Alexander Gordon, 4th Duke of Gordon

Alexander Gordon, 4th Duke of Gordon

Alexander Gordon, 4th Duke of Gordon KT (18 June 174317 June 1827), styled Marquess of Huntly until 1752, was a Scottish nobleman, described by Kaimes as the "greatest subject in Britain", and was also known as the "Cock o' the North", the traditional epithet attached to the chief of the Gordon clan.

Alexander Gordon was born at Gordon Castle, Fochabers, on 18 June 1743; the eldest son of Cosmo Gordon, 3rd Duke of Gordon and his wife, Lady Catherine Gordon, daughter of the 2nd Earl of Aberdeen. He was educated at Eton and also possibly at Harrow. He succeeded as 4th Duke of Gordon in 1752. His younger brother was Lord George Gordon who led the Gordon Riots.

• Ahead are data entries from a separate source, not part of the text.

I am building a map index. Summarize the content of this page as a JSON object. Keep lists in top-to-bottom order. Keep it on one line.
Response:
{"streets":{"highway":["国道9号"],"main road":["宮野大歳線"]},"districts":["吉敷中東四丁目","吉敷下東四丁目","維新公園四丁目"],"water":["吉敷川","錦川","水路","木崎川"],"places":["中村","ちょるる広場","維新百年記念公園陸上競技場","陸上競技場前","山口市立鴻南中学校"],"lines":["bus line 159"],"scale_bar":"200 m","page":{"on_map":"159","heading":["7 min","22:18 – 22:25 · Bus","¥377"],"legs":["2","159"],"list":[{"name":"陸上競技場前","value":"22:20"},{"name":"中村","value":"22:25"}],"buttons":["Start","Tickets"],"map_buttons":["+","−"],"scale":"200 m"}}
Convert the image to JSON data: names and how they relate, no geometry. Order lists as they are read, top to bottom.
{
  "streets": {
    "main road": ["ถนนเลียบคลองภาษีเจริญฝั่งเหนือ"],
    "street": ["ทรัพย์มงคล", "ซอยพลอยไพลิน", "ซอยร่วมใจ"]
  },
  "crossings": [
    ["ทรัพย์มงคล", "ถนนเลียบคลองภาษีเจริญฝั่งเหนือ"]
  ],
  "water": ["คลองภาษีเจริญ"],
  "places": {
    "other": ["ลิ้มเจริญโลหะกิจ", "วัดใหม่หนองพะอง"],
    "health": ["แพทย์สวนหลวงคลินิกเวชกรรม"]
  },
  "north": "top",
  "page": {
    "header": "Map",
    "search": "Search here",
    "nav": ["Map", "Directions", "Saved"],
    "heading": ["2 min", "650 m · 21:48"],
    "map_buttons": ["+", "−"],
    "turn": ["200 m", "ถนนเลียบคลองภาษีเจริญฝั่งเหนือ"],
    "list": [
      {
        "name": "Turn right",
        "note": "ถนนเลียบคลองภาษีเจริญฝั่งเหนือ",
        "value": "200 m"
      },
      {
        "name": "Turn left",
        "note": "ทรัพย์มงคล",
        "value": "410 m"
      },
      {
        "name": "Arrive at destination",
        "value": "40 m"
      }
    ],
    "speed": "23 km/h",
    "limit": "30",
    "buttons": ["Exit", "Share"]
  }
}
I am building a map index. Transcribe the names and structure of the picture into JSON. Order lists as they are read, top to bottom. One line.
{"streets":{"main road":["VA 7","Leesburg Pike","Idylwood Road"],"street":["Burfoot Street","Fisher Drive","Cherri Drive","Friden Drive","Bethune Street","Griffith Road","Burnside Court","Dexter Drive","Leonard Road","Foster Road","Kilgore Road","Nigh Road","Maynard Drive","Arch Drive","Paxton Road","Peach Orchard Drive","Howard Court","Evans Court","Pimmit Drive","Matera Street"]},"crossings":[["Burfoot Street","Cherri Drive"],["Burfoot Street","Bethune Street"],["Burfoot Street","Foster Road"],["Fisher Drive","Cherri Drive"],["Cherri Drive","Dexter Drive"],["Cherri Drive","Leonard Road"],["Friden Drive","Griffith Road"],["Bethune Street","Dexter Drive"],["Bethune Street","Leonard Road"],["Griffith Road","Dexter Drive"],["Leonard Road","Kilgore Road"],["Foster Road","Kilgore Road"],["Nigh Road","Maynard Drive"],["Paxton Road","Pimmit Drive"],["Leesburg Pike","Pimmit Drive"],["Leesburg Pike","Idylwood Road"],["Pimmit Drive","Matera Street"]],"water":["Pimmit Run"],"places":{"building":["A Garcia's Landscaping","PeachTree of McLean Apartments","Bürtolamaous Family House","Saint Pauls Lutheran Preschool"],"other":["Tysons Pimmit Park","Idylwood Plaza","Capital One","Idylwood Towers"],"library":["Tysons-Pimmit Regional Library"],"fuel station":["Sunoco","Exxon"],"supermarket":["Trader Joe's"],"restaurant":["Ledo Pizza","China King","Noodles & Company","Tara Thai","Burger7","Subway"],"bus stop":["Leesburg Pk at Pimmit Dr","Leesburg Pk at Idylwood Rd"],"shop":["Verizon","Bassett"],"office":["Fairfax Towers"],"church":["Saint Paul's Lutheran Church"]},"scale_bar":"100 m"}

He was elected as a Scottish representative peer from 1767. He was appointed a Knight of the Thistle in 1775 and was created a Peer of Great Britain as Baron Gordon of Huntley, of Huntley in the County of Gloucester, and Earl of Norwich, in the County of Norfolk, in 1784. His new titles were not universally popular. He was thought to have taken designations to which he had no right. The Scots Peerage described the Gordon of Huntley peerage thus: "an absurd speciman of Peerage topography. The village of Huntley, four miles from Newent in Gloucestershire, had apparently no connection with the Gordon family or with the town of Huntly in North Britain." [Quoted in The Complete Peerage Volume VI, p.5, footnote b. ] While George Edward Cokayne in The Complete Peerage says the following with regard to the Duke's choice of Norwich for his Earldom: "His great-grandmother was the daughter of the 5th Duke of Norfolk and 1st Earl of Norwich, but though that title had become extinct in 1777, the representation thereof did not vest in the issue of that lady"." [The Complete Peerage Volume VI, p.5, footnote c. ]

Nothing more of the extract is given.